O advogado maranhense alerta que ainda subsistirá um grande lapso temporal até que a lei de abuso de autoridade venha a entrar em vigor. “(...) fato que só ocorrerá no dia 03 de janeiro do ano de 2020, correndo o risco de que decisões tomadas durante o período da vacatio legis se proliferem, ocasionado o denominado efeito cascata”. Ressalta que “impera portanto, a necessidade de fazer cessar a prática então vigente que tem causado instabilidade no meio jurídico brasileiro, expondo os próprios membros do Poder Judiciário Nacional em relação ao meio social e aos jurisdicionados, levando instabilidade aos processos em trâmite e danos irreparáveis a prestação jurisdicional. Na verdade, inquestionável, que a aplicação de legislação que ainda não se encontra em vigor por aqueles que tem o poder de julgar, contribui para uma fundada desconfiança dos cidadãos na probidade do exercício da judicatura”, ressalta.
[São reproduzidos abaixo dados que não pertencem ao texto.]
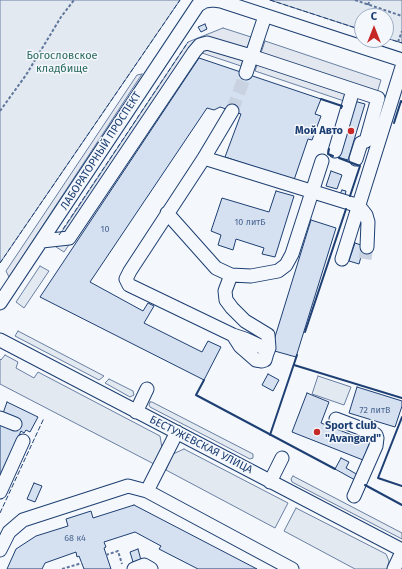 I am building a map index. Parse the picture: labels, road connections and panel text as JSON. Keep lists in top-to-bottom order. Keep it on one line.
{"streets":{"street":["ЛАБОРАТОРНЫЙ ПРОСПЕКТ","БЕСТУЖЕВСКАЯ УЛИЦА"]},"parks":["Богословское кладбище"],"places":["Мой Авто","Sport club \"Avangard\""],"house_numbers":["10 литБ","10","72 литВ","68 к4"],"north":"top"}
O pedido de providências se encontra concluso ao ministro Humberto Martins, sob o n° 0007699-08.2019.2.00.0000. Também foi disponibilizado a todos os ministros do Supremo, tendo em vista a protocolização na corte das ADIs (Ações Diretas de Inconstitucionalidade) 6234 e 6236, formalizadas, respectivamente, pela Anafisco (Associação Nacional dos Auditores Fiscais de Tributos dos Municípios e Distrito Federal) e pela AMB (Associação dos Magistrados Brasileiros), visando a combatividade de dispositivos da lei de abuso de autoridade.

O presidente Jair Bolsonaro (PSL) sancionou a lei de abuso de autoridade com 33 vetos, no início de setembro. No último dia 24, o Congresso Nacional derrubou vetos ao menos a 18 dispositivos da lei, que somente entrará em vigor em janeiro de 2020, 120 dias depois de sua publicação.